The Venus of Balzi Rossi is the Venus figurine of a negroid head of a woman, made from slightly fibrous green soapstone. It was found at the La Grotte du Prince site in the Balzi Rossi Caves of Grimaldi, Italy. It measures 24 mm in height, 24.5 mm front to back and 15 mm maximum width and probably dates to the Gravettian or Old Epigravettian.
Appearance[]
The surface is polished and worn, especially the face, which suggests that the object was already an isolated head in the Paleolithic. The facial features are strikingly represented: there is a receding forehead with massive eyebrows and deep eye sockets.

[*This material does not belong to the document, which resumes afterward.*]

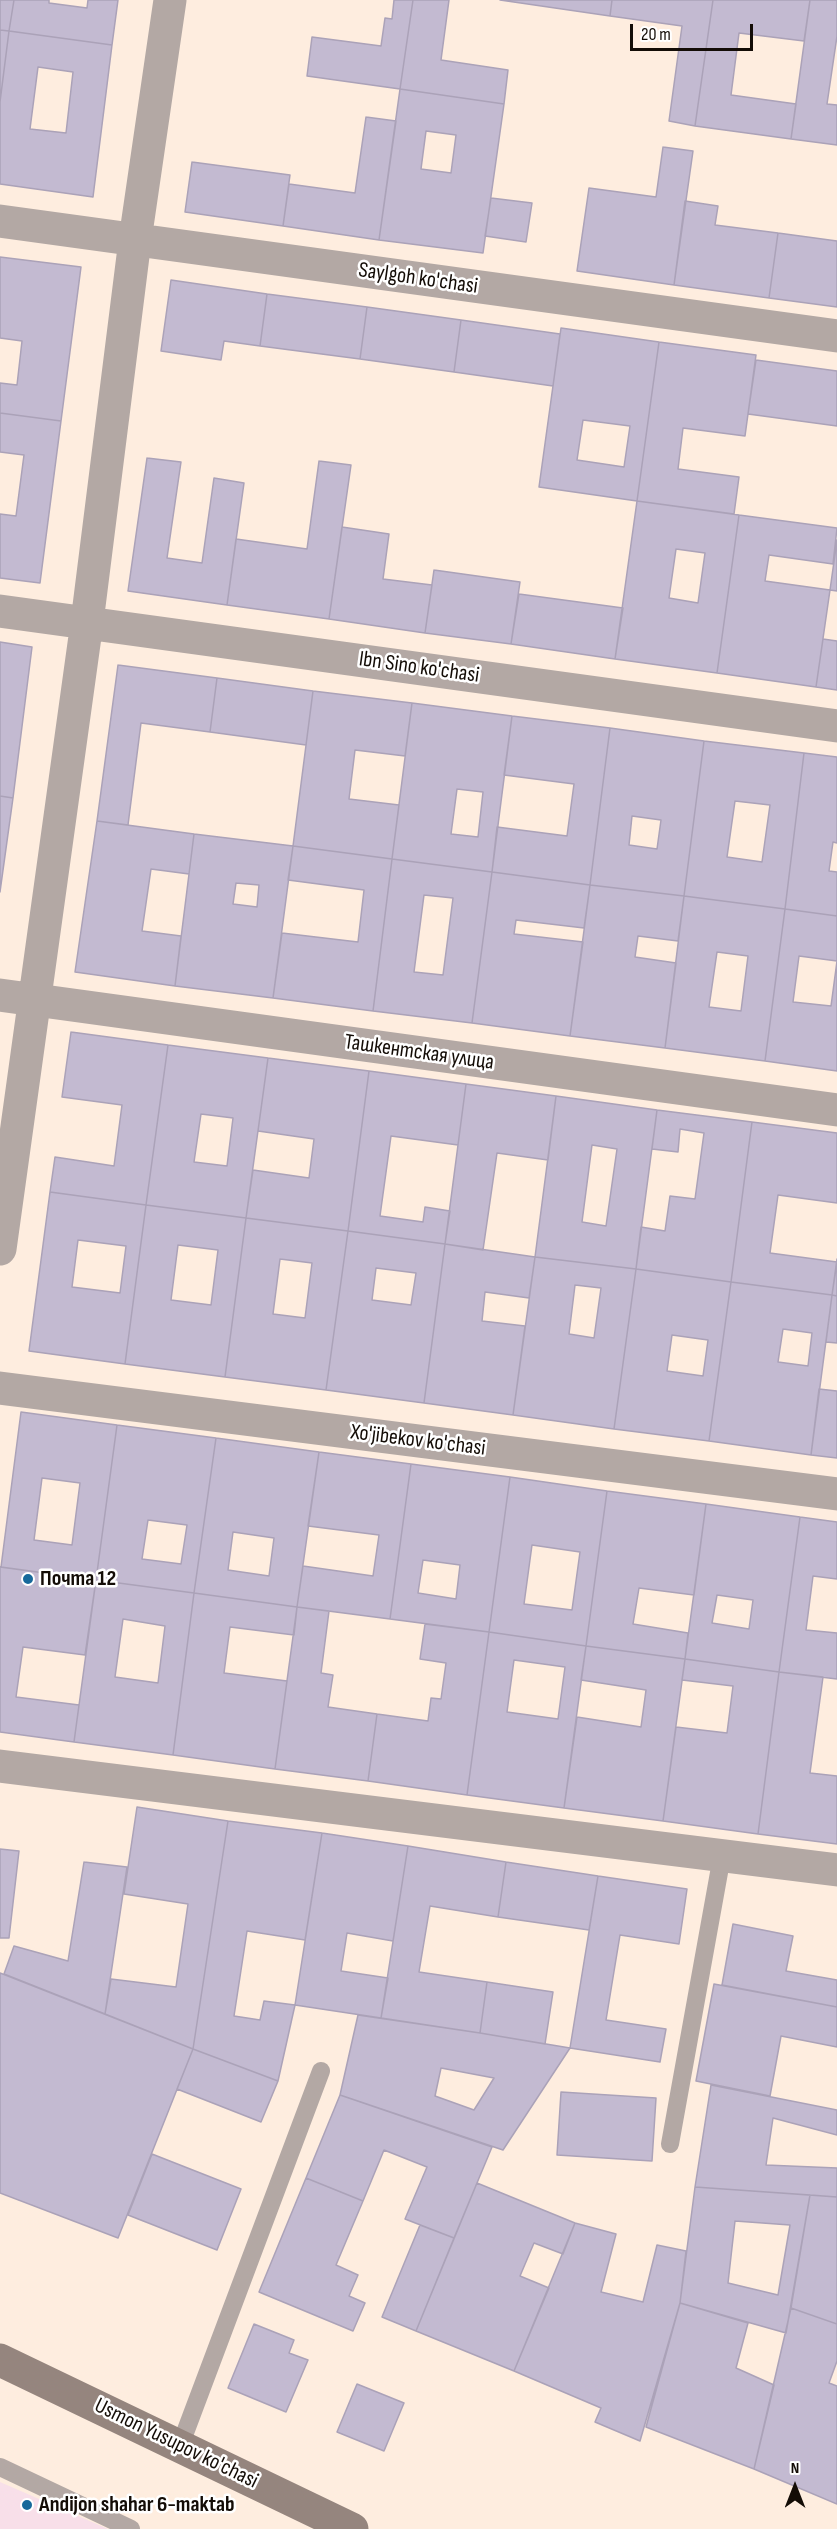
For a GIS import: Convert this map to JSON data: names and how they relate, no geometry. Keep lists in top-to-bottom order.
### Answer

The nose is not present, it may be worn away, but most likely its depiction was prohibited by the shape of the piece of stone used. The cheekbones are strong, and the mouth is rendered by two small horizontal incisions aligned at the bottom of a depression, limited by a weak but clearly marked chin. The coiffure, largely destroyed, is represented by a grid reminiscent of the Venus of Brassempouy and that of the Femme à la tête quadrillée, from Laussel. The coiffure is represented by a series of incisions starting at the forehead, over the bun or chignon and back down onto the neck, cut by transverse incisions, the first of which form a kind of band above the forehead. Note that nearly half of the coiffure has been broken off.